_The records_:

* * *

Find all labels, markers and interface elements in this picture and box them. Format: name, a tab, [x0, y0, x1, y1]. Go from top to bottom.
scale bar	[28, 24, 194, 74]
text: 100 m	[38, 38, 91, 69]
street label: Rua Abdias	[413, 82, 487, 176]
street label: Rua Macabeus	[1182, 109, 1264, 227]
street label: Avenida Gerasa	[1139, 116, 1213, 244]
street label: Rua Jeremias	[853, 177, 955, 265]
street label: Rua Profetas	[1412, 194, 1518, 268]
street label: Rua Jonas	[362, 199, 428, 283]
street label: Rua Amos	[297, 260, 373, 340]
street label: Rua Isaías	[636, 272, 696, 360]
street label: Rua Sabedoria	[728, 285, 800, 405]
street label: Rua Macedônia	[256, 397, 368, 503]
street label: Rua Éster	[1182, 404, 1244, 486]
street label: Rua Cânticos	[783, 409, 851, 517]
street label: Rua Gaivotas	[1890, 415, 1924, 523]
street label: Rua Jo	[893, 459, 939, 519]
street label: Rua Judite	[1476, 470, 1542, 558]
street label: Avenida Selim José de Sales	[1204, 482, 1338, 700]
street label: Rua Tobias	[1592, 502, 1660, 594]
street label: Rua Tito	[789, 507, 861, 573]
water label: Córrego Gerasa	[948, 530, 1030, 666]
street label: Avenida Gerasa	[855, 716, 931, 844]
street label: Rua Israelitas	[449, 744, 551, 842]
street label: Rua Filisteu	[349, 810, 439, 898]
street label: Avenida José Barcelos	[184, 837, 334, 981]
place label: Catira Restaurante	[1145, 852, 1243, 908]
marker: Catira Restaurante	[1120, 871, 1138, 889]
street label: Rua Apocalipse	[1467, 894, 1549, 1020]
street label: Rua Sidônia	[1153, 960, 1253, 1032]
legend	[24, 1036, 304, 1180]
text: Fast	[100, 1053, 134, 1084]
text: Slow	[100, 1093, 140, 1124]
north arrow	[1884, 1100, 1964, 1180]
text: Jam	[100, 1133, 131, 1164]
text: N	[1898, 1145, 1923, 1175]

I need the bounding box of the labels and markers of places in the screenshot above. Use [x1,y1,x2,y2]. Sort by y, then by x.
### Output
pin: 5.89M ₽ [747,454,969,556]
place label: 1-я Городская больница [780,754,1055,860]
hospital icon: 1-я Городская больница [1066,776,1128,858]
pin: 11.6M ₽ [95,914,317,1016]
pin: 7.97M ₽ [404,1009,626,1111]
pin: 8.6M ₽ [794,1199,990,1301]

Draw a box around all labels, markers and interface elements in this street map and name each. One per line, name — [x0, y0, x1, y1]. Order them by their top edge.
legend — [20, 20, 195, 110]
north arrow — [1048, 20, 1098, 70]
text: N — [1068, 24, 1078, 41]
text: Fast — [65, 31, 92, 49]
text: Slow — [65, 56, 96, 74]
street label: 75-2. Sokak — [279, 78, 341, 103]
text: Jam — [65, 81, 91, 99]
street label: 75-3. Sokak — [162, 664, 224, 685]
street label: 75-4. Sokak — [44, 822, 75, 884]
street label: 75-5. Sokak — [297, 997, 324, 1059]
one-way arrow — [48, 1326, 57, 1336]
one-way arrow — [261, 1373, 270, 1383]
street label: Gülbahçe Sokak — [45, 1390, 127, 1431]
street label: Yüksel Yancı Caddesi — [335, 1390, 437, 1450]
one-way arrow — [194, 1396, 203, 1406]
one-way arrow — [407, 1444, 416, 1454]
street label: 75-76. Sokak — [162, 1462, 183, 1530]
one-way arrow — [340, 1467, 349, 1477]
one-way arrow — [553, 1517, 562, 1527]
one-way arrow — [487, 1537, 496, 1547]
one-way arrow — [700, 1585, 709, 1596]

* * *

_Instructions to follow_:
Each record above should be repeated exactly as it appears.

_Response to the exercise_:
Find all labels, markers and interface elements in this picture and box them. Format: name, a tab, [x0, y0, x1, y1]. Go from top to bottom.
scale bar	[28, 24, 194, 74]
text: 100 m	[38, 38, 91, 69]
street label: Rua Abdias	[413, 82, 487, 176]
street label: Rua Macabeus	[1182, 109, 1264, 227]
street label: Avenida Gerasa	[1139, 116, 1213, 244]
street label: Rua Jeremias	[853, 177, 955, 265]
street label: Rua Profetas	[1412, 194, 1518, 268]
street label: Rua Jonas	[362, 199, 428, 283]
street label: Rua Amos	[297, 260, 373, 340]
street label: Rua Isaías	[636, 272, 696, 360]
street label: Rua Sabedoria	[728, 285, 800, 405]
street label: Rua Macedônia	[256, 397, 368, 503]
street label: Rua Éster	[1182, 404, 1244, 486]
street label: Rua Cânticos	[783, 409, 851, 517]
street label: Rua Gaivotas	[1890, 415, 1924, 523]
street label: Rua Jo	[893, 459, 939, 519]
street label: Rua Judite	[1476, 470, 1542, 558]
street label: Avenida Selim José de Sales	[1204, 482, 1338, 700]
street label: Rua Tobias	[1592, 502, 1660, 594]
street label: Rua Tito	[789, 507, 861, 573]
water label: Córrego Gerasa	[948, 530, 1030, 666]
street label: Avenida Gerasa	[855, 716, 931, 844]
street label: Rua Israelitas	[449, 744, 551, 842]
street label: Rua Filisteu	[349, 810, 439, 898]
street label: Avenida José Barcelos	[184, 837, 334, 981]
place label: Catira Restaurante	[1145, 852, 1243, 908]
marker: Catira Restaurante	[1120, 871, 1138, 889]
street label: Rua Apocalipse	[1467, 894, 1549, 1020]
street label: Rua Sidônia	[1153, 960, 1253, 1032]
legend	[24, 1036, 304, 1180]
text: Fast	[100, 1053, 134, 1084]
text: Slow	[100, 1093, 140, 1124]
north arrow	[1884, 1100, 1964, 1180]
text: Jam	[100, 1133, 131, 1164]
text: N	[1898, 1145, 1923, 1175]

I need the bounding box of the labels and markers of places in the screenshot above. Use [x1,y1,x2,y2]. Sort by y, then by x.
### Output
pin: 5.89M ₽ [747,454,969,556]
place label: 1-я Городская больница [780,754,1055,860]
hospital icon: 1-я Городская больница [1066,776,1128,858]
pin: 11.6M ₽ [95,914,317,1016]
pin: 7.97M ₽ [404,1009,626,1111]
pin: 8.6M ₽ [794,1199,990,1301]

Draw a box around all labels, markers and interface elements in this street map and name each. One per line, name — [x0, y0, x1, y1]. Order them by their top edge.
legend — [20, 20, 195, 110]
north arrow — [1048, 20, 1098, 70]
text: N — [1068, 24, 1078, 41]
text: Fast — [65, 31, 92, 49]
text: Slow — [65, 56, 96, 74]
street label: 75-2. Sokak — [279, 78, 341, 103]
text: Jam — [65, 81, 91, 99]
street label: 75-3. Sokak — [162, 664, 224, 685]
street label: 75-4. Sokak — [44, 822, 75, 884]
street label: 75-5. Sokak — [297, 997, 324, 1059]
one-way arrow — [48, 1326, 57, 1336]
one-way arrow — [261, 1373, 270, 1383]
street label: Gülbahçe Sokak — [45, 1390, 127, 1431]
street label: Yüksel Yancı Caddesi — [335, 1390, 437, 1450]
one-way arrow — [194, 1396, 203, 1406]
one-way arrow — [407, 1444, 416, 1454]
street label: 75-76. Sokak — [162, 1462, 183, 1530]
one-way arrow — [340, 1467, 349, 1477]
one-way arrow — [553, 1517, 562, 1527]
one-way arrow — [487, 1537, 496, 1547]
one-way arrow — [700, 1585, 709, 1596]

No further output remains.